▸ PROBLEM REQUIREMENTS
Where the string "casing" occurs in a line of the data below, that line should be copied.

[Stored data entries]
..........

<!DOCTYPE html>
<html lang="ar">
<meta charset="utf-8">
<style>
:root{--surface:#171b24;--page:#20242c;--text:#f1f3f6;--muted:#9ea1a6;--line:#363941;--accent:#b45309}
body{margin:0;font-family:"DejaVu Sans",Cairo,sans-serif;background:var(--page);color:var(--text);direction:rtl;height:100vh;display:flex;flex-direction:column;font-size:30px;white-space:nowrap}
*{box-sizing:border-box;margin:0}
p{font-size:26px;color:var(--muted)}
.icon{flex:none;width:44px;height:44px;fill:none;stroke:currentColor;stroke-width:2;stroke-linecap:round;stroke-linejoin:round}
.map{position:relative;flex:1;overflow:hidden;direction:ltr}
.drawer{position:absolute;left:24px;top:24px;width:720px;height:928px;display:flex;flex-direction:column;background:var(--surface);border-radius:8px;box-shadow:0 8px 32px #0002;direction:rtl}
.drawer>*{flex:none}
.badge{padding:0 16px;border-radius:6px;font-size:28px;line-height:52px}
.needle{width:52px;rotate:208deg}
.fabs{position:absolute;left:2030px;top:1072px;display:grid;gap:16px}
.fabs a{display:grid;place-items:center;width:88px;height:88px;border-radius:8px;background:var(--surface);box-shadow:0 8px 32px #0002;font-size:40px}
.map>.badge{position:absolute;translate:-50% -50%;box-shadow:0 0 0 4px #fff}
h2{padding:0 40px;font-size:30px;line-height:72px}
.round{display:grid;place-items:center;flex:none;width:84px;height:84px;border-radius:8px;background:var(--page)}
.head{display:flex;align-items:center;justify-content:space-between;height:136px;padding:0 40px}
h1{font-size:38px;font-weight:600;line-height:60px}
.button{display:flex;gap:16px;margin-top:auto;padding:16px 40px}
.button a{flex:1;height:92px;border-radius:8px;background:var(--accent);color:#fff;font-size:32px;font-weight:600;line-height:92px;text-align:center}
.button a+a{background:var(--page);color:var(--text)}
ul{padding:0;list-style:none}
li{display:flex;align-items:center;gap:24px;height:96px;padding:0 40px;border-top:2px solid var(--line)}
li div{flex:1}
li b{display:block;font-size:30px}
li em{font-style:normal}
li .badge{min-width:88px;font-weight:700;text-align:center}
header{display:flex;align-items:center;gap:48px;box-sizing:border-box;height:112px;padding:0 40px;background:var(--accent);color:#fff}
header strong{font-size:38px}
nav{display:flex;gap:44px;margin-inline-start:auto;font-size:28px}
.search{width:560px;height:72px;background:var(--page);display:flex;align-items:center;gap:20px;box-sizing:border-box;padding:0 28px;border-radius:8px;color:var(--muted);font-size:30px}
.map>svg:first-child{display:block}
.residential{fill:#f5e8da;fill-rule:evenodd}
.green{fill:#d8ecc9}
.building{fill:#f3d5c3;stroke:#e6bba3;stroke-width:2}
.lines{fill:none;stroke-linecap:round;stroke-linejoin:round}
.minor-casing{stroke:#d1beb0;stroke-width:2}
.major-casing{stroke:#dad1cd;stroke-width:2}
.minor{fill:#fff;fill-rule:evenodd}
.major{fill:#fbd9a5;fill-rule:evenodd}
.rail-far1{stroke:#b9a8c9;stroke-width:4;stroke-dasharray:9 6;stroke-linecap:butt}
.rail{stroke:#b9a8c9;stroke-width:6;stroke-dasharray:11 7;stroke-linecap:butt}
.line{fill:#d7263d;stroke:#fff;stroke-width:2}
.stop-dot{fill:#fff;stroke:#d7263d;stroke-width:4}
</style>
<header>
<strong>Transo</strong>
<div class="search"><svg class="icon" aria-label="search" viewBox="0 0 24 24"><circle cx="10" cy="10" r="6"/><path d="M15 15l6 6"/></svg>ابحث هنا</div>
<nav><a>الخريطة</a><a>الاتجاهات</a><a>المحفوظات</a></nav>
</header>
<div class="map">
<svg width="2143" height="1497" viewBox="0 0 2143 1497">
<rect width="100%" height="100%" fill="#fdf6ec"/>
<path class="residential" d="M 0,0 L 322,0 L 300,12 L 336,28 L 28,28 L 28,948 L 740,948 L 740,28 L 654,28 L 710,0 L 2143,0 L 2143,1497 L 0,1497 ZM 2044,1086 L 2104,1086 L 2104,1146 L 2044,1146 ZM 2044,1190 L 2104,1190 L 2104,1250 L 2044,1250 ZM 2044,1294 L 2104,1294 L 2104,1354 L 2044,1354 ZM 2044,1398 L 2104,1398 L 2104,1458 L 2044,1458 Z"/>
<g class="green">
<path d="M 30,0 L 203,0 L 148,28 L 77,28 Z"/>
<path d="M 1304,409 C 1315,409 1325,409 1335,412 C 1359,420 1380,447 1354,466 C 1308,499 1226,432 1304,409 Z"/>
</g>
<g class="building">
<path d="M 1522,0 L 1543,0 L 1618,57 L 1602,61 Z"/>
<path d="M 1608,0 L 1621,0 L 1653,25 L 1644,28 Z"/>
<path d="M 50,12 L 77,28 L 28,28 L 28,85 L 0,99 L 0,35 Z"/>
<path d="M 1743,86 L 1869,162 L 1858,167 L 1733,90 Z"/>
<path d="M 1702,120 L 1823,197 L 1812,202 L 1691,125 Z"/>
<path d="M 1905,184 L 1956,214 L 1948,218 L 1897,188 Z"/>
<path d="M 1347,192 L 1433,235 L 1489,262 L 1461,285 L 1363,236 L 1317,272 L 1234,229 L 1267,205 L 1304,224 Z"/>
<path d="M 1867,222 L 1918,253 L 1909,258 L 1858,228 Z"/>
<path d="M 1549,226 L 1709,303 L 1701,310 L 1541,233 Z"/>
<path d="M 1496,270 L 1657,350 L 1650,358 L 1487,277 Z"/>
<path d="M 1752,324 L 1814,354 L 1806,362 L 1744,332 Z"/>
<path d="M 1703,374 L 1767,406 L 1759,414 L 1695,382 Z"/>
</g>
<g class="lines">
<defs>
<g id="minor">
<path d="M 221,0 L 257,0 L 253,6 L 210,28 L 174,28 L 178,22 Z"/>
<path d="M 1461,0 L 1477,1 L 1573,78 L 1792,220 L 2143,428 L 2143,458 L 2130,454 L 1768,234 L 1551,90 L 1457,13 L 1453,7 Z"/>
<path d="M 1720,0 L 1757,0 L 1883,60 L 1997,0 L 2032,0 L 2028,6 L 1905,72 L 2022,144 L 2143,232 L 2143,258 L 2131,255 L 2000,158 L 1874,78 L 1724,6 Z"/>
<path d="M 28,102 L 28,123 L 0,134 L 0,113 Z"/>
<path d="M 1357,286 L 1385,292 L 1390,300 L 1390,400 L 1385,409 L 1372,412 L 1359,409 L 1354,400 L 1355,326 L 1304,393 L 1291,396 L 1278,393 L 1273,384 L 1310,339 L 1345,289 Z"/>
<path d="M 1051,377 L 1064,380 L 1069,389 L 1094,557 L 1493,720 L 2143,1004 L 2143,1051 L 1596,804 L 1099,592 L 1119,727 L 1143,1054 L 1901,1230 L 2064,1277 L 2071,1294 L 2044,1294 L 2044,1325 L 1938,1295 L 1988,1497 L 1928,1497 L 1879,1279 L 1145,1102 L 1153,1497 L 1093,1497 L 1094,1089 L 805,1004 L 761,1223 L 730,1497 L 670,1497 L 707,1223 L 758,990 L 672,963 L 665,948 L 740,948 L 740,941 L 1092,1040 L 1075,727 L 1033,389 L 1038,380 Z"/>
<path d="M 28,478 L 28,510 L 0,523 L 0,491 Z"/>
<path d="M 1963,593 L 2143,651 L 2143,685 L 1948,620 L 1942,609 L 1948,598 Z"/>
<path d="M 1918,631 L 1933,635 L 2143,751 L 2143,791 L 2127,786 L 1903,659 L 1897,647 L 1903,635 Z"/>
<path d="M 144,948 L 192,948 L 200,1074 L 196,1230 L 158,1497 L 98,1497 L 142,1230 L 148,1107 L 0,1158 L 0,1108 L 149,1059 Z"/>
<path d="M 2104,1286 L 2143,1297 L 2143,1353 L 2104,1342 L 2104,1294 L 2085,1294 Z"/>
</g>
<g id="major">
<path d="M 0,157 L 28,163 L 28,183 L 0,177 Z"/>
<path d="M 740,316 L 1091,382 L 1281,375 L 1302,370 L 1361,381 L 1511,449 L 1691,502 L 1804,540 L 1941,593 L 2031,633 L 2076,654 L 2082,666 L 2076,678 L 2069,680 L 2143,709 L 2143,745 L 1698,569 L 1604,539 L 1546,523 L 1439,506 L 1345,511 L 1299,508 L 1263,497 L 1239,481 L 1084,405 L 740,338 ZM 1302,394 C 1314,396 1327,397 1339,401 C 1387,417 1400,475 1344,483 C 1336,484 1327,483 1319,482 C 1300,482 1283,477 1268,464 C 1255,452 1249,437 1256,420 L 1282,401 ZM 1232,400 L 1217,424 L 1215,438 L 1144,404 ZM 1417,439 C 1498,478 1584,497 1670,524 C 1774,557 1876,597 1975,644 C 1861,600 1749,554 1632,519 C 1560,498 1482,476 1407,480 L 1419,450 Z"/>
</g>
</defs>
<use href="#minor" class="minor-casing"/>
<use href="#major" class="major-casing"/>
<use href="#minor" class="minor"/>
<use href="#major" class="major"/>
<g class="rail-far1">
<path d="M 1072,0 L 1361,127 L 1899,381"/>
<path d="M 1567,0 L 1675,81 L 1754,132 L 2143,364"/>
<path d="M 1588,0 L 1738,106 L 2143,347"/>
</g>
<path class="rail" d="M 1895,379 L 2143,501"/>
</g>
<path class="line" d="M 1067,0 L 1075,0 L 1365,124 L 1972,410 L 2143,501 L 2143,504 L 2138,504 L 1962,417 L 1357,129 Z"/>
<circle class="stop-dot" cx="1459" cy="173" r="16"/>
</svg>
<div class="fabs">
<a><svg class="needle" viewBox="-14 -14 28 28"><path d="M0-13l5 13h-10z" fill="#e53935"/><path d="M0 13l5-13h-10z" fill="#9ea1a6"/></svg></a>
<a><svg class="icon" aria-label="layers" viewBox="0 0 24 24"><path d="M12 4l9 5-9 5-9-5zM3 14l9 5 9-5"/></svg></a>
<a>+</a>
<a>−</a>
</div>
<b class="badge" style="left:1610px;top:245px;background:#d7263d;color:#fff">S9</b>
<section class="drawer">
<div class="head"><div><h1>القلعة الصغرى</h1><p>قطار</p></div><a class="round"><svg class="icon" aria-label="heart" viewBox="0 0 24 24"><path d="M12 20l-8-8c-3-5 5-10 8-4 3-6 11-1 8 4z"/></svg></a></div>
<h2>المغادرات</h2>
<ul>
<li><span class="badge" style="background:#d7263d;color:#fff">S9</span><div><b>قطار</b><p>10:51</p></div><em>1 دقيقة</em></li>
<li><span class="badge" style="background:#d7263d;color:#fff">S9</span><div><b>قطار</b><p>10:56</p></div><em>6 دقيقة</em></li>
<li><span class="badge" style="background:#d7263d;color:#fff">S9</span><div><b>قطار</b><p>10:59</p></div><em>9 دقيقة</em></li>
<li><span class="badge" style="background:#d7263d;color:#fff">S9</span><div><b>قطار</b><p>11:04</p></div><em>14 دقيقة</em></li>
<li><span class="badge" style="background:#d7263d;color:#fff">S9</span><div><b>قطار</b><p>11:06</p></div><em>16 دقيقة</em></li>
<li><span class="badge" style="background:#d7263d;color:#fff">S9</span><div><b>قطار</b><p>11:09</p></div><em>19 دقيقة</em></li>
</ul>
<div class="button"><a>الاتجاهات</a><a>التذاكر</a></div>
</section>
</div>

..........

▸ REPLY
.minor-casing{stroke:#d1beb0;stroke-width:2}
.major-casing{stroke:#dad1cd;stroke-width:2}
<use href="#minor" class="minor-casing"/>
<use href="#major" class="major-casing"/>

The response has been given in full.